Name: Renicha (Nish) McCree
Occupation: Advisor in the field of International Development
Location: Accra, Ghana
When did you buy your first piece of art, and what was it?
I bought my first piece of art in an elementary school auction, which was over 35 years ago. As an adult, I started to seriously buy art for the love of it in 2013. I had the great opportunity to visit the studio of Rushern Baker IV, and I bought 2 of his paintings that day.
How many pieces of art do you currently have in your private collection?
Between contemporary art, 20th century African sculptures and masks and vintage, handmade ceramics and textiles, I have around 80 to 100 pieces.
What drew you to art collecting, and what does contemporary art by artists of African heritage mean to you?
When I was a little girl, I watched my paternal grandmother make her very simple home a treasure trove of handmade art—much of which she made, like her enormous collection of ceramics and quilts. She always had dozens of mini-collections of art carefully curated on tables, in armoires, and even draped around door frames. Her natural love of beauty and art helped me fall in love with the culture of collecting “art”, most importantly for the intrinsic value of the thing.
To this point, I was primed early in life to value the work of art by artists of African heritage, and that, of course, included work by African Americans. As an adult, I became intentional about the study, serious admiration and investment in contemporary art by artists of African heritage. I easily relate the art of these artists to my life, personal history and sense of what I find beautiful. I feel like the work of artists of African heritage reflects back to me parts of myself and culture, and I love that connection.
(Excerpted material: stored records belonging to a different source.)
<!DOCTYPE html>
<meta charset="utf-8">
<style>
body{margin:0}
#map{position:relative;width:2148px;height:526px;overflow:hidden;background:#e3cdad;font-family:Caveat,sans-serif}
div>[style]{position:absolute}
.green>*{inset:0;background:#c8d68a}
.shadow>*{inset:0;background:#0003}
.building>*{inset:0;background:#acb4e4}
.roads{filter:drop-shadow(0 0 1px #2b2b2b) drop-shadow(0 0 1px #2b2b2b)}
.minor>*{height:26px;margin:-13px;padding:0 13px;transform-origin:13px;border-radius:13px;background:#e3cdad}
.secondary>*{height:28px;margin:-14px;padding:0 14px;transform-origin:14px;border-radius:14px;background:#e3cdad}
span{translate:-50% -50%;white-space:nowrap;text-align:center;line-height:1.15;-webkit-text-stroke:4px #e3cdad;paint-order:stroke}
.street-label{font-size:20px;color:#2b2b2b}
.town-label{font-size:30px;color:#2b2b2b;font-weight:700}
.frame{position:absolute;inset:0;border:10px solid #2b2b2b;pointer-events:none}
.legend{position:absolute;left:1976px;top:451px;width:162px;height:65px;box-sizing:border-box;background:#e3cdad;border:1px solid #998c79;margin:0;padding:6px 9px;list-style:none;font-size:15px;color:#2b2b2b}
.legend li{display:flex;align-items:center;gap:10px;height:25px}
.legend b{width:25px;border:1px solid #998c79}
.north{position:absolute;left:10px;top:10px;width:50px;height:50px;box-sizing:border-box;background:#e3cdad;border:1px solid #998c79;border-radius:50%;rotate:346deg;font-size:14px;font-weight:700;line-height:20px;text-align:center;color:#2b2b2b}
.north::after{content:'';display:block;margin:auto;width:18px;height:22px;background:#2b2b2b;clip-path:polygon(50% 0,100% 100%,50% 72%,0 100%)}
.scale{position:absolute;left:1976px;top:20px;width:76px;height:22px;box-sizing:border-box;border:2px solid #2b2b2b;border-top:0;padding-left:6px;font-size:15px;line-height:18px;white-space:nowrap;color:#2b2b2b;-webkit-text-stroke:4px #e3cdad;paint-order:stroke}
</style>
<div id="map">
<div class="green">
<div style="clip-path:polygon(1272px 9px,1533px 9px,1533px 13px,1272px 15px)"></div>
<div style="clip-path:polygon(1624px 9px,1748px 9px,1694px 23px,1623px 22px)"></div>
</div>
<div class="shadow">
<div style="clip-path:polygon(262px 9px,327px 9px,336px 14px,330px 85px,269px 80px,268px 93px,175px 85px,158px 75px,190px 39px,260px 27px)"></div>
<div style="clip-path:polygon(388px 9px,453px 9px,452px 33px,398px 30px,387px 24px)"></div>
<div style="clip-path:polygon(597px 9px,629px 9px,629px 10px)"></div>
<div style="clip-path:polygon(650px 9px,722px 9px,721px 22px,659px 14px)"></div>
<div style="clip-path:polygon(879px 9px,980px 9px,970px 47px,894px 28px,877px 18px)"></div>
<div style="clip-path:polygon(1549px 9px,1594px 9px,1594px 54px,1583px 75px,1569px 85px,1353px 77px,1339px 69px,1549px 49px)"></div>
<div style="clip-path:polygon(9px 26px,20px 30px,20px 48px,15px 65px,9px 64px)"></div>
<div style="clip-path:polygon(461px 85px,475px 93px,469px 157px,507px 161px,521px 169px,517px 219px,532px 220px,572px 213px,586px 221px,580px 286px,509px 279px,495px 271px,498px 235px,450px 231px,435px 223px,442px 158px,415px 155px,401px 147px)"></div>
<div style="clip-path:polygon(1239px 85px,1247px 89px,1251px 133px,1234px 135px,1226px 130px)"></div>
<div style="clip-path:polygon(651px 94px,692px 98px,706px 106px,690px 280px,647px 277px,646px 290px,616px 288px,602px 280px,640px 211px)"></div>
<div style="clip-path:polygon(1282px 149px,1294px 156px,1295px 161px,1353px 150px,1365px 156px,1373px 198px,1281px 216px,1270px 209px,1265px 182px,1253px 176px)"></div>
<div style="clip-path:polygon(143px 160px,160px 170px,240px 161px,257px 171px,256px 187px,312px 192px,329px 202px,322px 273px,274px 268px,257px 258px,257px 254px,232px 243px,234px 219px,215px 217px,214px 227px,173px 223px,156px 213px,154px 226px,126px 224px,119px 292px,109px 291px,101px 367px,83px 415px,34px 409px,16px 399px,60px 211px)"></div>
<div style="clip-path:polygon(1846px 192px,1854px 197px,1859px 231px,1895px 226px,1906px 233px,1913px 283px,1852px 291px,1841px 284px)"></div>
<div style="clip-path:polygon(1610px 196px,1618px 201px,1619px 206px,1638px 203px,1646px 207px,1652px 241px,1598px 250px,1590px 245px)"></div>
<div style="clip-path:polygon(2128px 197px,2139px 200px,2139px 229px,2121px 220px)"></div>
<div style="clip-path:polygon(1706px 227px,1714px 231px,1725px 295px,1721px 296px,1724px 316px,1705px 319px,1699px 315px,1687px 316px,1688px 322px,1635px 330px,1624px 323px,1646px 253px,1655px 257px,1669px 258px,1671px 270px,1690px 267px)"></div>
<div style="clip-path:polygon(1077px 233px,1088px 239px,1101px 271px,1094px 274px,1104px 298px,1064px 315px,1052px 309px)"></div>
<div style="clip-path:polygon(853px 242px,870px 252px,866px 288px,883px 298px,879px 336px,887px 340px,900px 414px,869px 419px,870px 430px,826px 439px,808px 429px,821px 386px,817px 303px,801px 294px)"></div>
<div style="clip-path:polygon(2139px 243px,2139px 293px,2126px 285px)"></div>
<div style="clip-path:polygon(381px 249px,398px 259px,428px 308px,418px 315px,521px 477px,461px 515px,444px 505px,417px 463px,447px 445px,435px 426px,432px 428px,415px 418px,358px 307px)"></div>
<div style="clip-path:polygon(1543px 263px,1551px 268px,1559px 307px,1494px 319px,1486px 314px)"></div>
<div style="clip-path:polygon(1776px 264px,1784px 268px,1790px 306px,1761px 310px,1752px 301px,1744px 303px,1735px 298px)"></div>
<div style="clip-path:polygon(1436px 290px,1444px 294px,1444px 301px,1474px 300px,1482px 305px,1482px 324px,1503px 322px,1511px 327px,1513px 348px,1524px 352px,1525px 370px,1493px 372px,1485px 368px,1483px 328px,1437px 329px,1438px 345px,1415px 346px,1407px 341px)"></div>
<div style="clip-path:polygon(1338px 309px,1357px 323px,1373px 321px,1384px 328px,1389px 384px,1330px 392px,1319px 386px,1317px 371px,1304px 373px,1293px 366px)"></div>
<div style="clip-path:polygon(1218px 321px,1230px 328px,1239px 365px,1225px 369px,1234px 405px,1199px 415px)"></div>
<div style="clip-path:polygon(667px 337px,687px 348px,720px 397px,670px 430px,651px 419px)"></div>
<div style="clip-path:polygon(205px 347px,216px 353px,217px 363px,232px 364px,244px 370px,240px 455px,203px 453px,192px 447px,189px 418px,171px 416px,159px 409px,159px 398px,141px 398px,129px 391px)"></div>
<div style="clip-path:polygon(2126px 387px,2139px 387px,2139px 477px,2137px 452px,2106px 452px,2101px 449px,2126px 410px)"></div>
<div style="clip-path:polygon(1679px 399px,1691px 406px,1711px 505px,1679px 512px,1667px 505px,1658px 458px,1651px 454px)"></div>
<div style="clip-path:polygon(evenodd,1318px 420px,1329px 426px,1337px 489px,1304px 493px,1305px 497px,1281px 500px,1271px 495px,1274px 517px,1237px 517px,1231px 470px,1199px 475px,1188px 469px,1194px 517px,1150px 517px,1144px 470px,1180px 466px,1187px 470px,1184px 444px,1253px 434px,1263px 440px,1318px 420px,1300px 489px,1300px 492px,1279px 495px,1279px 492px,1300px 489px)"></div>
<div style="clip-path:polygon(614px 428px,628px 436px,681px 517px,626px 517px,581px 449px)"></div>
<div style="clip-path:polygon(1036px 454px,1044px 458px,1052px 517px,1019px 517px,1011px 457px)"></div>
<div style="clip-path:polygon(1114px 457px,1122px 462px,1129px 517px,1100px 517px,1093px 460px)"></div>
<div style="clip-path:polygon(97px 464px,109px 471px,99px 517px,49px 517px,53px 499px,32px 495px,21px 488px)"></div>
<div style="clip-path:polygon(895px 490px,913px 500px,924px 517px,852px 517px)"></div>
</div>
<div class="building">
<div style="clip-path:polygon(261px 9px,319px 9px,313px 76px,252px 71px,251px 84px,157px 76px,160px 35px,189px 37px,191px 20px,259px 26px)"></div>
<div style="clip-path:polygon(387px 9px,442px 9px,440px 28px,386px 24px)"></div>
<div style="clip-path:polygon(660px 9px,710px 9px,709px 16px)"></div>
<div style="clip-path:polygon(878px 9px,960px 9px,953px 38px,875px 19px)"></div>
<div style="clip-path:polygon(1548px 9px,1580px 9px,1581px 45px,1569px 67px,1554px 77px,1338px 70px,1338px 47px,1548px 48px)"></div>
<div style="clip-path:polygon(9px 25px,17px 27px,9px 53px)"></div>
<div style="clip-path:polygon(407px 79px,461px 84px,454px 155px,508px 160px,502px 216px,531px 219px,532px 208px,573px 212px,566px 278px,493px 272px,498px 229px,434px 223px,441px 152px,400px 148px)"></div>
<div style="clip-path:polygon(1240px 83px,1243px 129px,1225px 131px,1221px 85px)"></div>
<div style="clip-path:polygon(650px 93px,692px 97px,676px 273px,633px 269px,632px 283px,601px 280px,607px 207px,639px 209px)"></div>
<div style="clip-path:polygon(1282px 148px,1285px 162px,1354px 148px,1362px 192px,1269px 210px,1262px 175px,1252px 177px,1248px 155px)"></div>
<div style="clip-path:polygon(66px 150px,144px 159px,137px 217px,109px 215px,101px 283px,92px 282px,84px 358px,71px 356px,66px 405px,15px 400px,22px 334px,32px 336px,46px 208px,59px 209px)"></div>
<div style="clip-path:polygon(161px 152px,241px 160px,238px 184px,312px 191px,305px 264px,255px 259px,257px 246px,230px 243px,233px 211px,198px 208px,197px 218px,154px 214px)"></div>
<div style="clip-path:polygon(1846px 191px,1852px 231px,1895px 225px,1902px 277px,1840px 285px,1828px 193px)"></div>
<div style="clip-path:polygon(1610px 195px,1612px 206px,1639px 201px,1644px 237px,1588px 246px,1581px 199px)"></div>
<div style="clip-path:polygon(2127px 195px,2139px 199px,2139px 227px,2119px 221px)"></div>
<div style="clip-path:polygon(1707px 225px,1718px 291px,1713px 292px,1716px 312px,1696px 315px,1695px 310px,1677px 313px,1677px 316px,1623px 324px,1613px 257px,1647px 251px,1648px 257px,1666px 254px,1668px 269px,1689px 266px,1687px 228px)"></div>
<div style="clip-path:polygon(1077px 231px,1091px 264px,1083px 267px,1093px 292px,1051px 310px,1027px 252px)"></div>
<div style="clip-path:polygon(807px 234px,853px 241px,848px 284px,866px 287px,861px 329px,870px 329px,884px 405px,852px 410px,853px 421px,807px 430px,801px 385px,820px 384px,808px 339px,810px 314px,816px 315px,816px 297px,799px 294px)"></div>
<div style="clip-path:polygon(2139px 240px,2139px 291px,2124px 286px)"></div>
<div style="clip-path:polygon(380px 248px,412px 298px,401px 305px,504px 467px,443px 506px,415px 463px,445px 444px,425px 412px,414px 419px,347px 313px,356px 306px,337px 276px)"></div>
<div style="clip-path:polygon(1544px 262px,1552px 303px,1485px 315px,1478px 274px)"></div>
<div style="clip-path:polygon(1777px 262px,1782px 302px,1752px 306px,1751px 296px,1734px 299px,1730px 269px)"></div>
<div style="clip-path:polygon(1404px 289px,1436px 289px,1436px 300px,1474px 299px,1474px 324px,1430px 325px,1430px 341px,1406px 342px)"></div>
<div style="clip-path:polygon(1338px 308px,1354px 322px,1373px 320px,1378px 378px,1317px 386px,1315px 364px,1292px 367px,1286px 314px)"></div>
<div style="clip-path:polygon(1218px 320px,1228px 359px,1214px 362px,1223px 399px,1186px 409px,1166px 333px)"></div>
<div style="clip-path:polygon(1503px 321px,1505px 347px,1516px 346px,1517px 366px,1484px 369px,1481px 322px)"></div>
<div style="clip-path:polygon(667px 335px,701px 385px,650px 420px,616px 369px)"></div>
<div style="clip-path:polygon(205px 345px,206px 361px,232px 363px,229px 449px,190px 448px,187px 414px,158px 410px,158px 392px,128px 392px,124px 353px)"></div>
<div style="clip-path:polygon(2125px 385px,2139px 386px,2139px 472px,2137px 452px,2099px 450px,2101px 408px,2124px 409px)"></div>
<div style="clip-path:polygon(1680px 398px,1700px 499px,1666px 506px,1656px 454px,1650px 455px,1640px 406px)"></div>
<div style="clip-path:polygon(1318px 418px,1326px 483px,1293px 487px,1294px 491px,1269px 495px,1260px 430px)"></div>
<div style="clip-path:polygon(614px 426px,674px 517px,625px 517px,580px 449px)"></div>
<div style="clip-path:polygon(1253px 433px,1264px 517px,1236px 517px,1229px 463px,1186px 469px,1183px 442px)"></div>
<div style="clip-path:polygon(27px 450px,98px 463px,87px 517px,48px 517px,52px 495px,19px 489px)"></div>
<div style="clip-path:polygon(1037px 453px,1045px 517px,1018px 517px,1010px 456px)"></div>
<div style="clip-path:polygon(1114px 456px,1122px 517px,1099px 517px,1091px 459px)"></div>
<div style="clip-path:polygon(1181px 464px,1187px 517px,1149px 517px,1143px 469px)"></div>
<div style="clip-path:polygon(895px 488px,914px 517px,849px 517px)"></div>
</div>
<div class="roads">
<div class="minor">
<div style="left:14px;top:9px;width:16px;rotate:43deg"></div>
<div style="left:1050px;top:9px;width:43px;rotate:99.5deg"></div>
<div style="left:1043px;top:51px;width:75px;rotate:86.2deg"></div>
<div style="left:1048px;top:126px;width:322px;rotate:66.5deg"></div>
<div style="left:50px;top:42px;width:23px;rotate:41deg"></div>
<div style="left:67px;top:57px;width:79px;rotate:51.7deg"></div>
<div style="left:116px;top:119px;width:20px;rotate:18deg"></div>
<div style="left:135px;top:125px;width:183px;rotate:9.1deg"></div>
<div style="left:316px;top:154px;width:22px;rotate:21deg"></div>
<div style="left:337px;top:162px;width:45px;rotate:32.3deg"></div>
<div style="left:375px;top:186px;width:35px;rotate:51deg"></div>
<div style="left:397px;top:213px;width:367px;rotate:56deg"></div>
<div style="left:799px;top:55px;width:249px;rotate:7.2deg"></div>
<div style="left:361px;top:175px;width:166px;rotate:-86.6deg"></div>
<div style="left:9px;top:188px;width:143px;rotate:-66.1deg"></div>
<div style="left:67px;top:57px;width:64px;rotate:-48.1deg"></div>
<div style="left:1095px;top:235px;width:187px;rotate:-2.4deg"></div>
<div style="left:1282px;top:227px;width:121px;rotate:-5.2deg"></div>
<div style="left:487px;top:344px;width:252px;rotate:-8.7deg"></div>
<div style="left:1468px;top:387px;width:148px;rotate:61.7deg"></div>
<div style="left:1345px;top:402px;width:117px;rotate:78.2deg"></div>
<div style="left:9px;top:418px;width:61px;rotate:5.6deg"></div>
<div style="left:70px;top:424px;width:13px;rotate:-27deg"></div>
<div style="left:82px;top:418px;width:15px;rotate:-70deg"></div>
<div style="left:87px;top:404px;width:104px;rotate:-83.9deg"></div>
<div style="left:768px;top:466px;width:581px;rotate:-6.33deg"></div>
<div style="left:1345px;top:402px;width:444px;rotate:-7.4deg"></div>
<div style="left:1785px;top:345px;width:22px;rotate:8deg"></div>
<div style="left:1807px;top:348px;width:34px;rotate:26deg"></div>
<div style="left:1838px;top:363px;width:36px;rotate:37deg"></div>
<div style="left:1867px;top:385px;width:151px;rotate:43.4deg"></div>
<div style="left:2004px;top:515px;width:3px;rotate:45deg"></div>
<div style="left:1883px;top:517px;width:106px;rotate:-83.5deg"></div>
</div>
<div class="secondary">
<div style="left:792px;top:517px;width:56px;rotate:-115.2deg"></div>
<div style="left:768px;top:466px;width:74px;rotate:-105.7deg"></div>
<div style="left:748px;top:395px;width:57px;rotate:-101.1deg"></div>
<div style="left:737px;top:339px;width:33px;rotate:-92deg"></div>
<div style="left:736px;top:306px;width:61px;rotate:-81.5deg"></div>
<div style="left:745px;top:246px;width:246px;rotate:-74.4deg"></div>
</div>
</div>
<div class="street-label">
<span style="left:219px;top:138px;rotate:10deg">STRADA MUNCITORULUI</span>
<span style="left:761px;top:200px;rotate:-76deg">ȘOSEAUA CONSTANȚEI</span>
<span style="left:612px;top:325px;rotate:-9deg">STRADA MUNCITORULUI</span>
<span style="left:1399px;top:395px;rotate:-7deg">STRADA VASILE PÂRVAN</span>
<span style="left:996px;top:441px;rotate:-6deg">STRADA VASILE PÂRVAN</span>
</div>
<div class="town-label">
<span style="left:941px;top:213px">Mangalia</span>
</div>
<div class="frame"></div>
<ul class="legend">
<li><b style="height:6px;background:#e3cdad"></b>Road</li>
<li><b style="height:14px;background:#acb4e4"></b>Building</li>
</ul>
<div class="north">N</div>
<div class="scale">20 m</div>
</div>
I mostly collect art now to help preserve contemporary art for the next generation and ensure that I can enjoy beautiful, thought-provoking art in Ghana, where I live.
Which piece of art in your collection is your favorite, if any, and why?
Each work gives me a different experience when I interact with it. Depending on the day, one work may thrill me in an unexpected way, and at that moment, I think I am so blessed to live with that work of art. That said, if you must have an answer, at the moment, I enjoy my paintings by Amoako Boafo and Isshaq Ismail--both Ghanaian artists.
Name three living artists you would love to include in your collection in the future.
Why not just go for the top 5? I would include Kerry James Marshall, El Anatsui, Sam Gilliam, Mark Bradford and David Hammons or Julie Mehretu, Lynette Yiadom-Boakye or Faith Ringgold. I dream big and obviously cannot fairly answer this question.
Name three late artists you would love to include in your collection in the future.
I would be so happy to live with art by Norman Lewis, Ed Clark and William H. Johnson.
If you could have dinner with any artist, dead or alive, who would it be, and why?
I would be overjoyed to have dinner with Kerry James Marshall. He is a lovely, freethinking artist who is not afraid to express his creative genius. I would count it a real blessing to share a meal with him and talk about the creative muse, black love, which he paints with brilliance and growing up in Alabama, as I am also an Alabama native.
What about an artist and their work attracts you the most?
I am attracted to the way an artist pushes her/his practice outside of any confines. Work that attracts me has a sincerity and sense of freeness of expression. I find this unlimited kind of creativity to be a great inspiration to me, and it helps me think about the way I want to create something of beauty to give to the world.
Is there a particular theme to your collection?
Yes, so far, I mostly connect with emerging artists from African countries and support their art practice. I just love the joy of making meaningful and trustworthy relationships with these emerging artists and watching them unfold their genius over time.
What advice would you give to a new/ budding art collector who wants to start a collection?
Here are my top five pieces of advice: Discover what you like and study and learn about it--really go down the rabbit hole to deeply gain knowledge. Find a mentor collector friend to help you understand the art of collecting. If you can’t find anyone, start your own small group of art collectors. Buy art primarily for the passion and love of it and not for the potential profit. Realize there is an imposed hierarchy in the "art world," so don’t be naive about it. Finally, find joy in collecting art and have fun with it.
What advice would you give to unknown and emerging artists who want to attract collectors and art patrons?
Don’t be afraid to reach out and connect with collectors and art patrons. I find that most collectors really enjoy having personal relationships with artists. It’s so much more meaningful that way.